▶ _RECORDS_:
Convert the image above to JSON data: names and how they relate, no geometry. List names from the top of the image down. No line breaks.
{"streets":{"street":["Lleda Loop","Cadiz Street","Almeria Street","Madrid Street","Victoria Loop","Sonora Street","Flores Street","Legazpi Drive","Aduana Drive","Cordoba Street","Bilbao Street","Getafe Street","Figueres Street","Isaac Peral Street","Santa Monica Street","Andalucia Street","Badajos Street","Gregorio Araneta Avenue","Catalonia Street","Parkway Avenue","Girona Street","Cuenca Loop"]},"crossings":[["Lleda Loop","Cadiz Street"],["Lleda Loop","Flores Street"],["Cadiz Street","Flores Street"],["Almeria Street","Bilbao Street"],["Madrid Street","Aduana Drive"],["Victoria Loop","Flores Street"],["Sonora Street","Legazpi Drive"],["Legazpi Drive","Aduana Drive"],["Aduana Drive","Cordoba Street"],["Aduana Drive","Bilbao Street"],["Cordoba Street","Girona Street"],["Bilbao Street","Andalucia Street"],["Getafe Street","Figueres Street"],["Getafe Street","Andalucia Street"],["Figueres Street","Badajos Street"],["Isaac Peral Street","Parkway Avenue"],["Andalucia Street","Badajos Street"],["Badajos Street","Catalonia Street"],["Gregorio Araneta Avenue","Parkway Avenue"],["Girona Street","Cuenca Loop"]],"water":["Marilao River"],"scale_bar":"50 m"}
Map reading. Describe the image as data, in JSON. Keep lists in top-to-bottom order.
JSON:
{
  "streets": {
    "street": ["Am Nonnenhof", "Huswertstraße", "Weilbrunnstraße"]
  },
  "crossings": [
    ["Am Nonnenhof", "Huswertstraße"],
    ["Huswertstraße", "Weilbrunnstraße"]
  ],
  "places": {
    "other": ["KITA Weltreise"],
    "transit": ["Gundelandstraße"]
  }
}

▶ _PROBLEM TO SOLVE_:
In full, transcribe each entry of the material exactly.

▶ _SOLUTION TO THIS EXERCISE_:
Convert the image above to JSON data: names and how they relate, no geometry. List names from the top of the image down. No line breaks.
{"streets":{"street":["Lleda Loop","Cadiz Street","Almeria Street","Madrid Street","Victoria Loop","Sonora Street","Flores Street","Legazpi Drive","Aduana Drive","Cordoba Street","Bilbao Street","Getafe Street","Figueres Street","Isaac Peral Street","Santa Monica Street","Andalucia Street","Badajos Street","Gregorio Araneta Avenue","Catalonia Street","Parkway Avenue","Girona Street","Cuenca Loop"]},"crossings":[["Lleda Loop","Cadiz Street"],["Lleda Loop","Flores Street"],["Cadiz Street","Flores Street"],["Almeria Street","Bilbao Street"],["Madrid Street","Aduana Drive"],["Victoria Loop","Flores Street"],["Sonora Street","Legazpi Drive"],["Legazpi Drive","Aduana Drive"],["Aduana Drive","Cordoba Street"],["Aduana Drive","Bilbao Street"],["Cordoba Street","Girona Street"],["Bilbao Street","Andalucia Street"],["Getafe Street","Figueres Street"],["Getafe Street","Andalucia Street"],["Figueres Street","Badajos Street"],["Isaac Peral Street","Parkway Avenue"],["Andalucia Street","Badajos Street"],["Badajos Street","Catalonia Street"],["Gregorio Araneta Avenue","Parkway Avenue"],["Girona Street","Cuenca Loop"]],"water":["Marilao River"],"scale_bar":"50 m"}
Map reading. Describe the image as data, in JSON. Keep lists in top-to-bottom order.
JSON:
{
  "streets": {
    "street": ["Am Nonnenhof", "Huswertstraße", "Weilbrunnstraße"]
  },
  "crossings": [
    ["Am Nonnenhof", "Huswertstraße"],
    ["Huswertstraße", "Weilbrunnstraße"]
  ],
  "places": {
    "other": ["KITA Weltreise"],
    "transit": ["Gundelandstraße"]
  }
}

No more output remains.